EXERCISE INPUT:
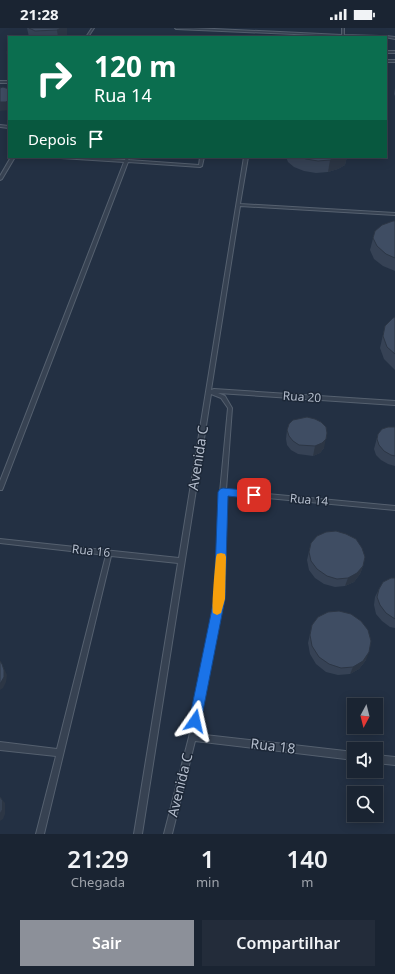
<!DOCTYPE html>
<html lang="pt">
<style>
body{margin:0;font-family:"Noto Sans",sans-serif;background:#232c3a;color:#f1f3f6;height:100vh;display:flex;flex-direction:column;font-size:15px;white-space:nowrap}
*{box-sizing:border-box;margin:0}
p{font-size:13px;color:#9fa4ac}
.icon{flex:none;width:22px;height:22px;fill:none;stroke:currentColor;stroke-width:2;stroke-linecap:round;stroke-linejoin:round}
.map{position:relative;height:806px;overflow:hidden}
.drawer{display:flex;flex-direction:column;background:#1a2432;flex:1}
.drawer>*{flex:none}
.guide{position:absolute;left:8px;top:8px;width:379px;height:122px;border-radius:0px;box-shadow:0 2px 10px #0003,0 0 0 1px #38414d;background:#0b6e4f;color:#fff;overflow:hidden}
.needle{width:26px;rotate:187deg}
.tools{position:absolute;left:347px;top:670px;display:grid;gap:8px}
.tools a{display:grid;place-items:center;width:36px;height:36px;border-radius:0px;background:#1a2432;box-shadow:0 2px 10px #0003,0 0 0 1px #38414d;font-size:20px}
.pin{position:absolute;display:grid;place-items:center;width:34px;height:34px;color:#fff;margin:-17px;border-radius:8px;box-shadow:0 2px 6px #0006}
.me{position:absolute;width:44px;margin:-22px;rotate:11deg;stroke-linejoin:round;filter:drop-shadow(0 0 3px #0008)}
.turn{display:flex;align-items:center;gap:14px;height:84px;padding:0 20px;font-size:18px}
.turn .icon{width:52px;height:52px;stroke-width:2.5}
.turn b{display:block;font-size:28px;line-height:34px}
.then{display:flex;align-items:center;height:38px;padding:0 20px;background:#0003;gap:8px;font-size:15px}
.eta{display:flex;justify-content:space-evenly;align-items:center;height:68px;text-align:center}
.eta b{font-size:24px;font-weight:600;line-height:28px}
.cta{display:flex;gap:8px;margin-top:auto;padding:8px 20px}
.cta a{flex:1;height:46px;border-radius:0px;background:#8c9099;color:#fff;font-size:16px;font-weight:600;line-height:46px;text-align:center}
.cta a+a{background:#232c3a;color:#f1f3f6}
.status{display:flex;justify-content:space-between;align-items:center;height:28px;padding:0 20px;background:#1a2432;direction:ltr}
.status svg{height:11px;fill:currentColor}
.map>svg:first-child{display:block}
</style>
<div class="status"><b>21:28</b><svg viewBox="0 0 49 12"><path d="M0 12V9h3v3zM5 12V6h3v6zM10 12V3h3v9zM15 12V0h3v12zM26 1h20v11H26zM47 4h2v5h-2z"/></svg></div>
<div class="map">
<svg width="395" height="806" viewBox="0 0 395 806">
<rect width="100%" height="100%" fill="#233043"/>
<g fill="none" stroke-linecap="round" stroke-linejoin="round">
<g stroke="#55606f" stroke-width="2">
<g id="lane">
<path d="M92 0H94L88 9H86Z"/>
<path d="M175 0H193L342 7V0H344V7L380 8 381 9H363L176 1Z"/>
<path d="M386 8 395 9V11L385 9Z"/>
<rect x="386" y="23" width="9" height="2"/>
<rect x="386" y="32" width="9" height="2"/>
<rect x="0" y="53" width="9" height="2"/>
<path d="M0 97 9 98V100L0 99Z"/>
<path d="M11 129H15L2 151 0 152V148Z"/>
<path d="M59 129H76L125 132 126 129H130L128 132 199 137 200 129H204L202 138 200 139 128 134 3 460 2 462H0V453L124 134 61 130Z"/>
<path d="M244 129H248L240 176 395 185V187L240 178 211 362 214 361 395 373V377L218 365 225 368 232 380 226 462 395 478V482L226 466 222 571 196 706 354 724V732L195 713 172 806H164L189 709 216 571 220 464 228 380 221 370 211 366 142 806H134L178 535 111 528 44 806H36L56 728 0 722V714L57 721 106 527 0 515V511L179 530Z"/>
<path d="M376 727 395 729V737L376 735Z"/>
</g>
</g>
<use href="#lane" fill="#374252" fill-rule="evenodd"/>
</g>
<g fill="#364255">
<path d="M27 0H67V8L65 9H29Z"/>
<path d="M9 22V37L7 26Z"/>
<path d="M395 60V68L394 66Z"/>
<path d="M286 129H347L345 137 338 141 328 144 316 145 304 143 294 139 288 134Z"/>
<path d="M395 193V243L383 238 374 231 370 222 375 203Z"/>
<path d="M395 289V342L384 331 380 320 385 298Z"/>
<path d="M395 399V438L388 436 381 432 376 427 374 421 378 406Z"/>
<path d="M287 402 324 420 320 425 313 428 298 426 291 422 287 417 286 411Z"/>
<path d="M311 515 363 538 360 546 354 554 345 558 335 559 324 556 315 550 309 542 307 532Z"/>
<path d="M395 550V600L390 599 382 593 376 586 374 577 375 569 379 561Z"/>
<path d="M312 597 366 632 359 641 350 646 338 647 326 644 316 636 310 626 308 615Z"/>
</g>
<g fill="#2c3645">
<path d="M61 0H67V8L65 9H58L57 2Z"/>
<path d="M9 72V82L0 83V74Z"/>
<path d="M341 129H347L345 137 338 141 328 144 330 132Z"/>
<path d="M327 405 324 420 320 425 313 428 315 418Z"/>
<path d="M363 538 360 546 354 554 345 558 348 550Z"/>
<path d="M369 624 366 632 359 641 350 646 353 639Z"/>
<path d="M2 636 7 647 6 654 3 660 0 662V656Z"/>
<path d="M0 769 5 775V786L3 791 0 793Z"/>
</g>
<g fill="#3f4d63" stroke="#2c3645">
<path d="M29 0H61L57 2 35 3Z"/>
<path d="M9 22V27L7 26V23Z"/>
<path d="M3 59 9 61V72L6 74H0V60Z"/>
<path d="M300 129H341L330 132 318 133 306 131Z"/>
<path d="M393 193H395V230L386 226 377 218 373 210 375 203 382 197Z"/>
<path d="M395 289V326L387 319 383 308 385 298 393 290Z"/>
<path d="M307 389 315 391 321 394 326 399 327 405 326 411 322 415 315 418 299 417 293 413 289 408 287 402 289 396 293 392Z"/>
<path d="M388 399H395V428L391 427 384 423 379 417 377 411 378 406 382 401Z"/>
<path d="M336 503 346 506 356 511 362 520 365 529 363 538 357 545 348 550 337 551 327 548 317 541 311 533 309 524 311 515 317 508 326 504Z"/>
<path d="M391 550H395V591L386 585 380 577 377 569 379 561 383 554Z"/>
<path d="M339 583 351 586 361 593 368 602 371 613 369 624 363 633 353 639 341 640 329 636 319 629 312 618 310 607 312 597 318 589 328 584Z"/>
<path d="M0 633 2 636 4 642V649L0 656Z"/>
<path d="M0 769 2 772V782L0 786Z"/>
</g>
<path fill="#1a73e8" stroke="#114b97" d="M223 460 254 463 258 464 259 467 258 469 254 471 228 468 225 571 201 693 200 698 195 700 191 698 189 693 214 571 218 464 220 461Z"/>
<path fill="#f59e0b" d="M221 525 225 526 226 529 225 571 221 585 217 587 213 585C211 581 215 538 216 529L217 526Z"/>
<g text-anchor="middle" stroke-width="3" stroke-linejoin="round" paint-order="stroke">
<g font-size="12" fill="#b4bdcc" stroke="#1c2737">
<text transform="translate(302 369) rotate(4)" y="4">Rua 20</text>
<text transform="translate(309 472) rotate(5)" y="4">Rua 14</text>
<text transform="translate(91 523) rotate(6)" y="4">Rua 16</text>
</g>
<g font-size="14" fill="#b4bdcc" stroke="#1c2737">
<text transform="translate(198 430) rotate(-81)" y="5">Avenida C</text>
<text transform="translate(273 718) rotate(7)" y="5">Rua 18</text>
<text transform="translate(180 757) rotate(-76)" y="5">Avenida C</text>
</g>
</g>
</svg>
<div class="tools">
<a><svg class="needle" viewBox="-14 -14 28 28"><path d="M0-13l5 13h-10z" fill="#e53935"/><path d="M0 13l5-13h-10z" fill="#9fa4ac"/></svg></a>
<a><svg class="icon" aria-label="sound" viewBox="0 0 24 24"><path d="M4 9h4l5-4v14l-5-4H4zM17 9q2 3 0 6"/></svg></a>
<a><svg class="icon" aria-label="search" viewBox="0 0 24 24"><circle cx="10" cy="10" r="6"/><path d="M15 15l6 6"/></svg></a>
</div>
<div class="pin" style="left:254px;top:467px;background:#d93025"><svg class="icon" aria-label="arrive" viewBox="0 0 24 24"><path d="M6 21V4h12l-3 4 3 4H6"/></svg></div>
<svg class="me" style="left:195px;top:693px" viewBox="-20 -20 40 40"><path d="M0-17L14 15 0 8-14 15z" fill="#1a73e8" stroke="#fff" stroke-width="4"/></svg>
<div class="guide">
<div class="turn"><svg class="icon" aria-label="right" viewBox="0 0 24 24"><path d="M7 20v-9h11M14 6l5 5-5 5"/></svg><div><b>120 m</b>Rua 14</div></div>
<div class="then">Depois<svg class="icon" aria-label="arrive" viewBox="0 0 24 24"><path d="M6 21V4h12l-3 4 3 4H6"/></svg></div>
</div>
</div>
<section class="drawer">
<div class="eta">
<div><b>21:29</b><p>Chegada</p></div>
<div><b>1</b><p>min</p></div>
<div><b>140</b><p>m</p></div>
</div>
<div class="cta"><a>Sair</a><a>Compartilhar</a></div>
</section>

PROBLEM TO WORK ON: Go through the listing above and locate each line that holds the word "drawer". Copy those lines.

SOLUTION FOR THIS TASK:
.drawer{display:flex;flex-direction:column;background:#1a2432;flex:1}
.drawer>*{flex:none}
<section class="drawer">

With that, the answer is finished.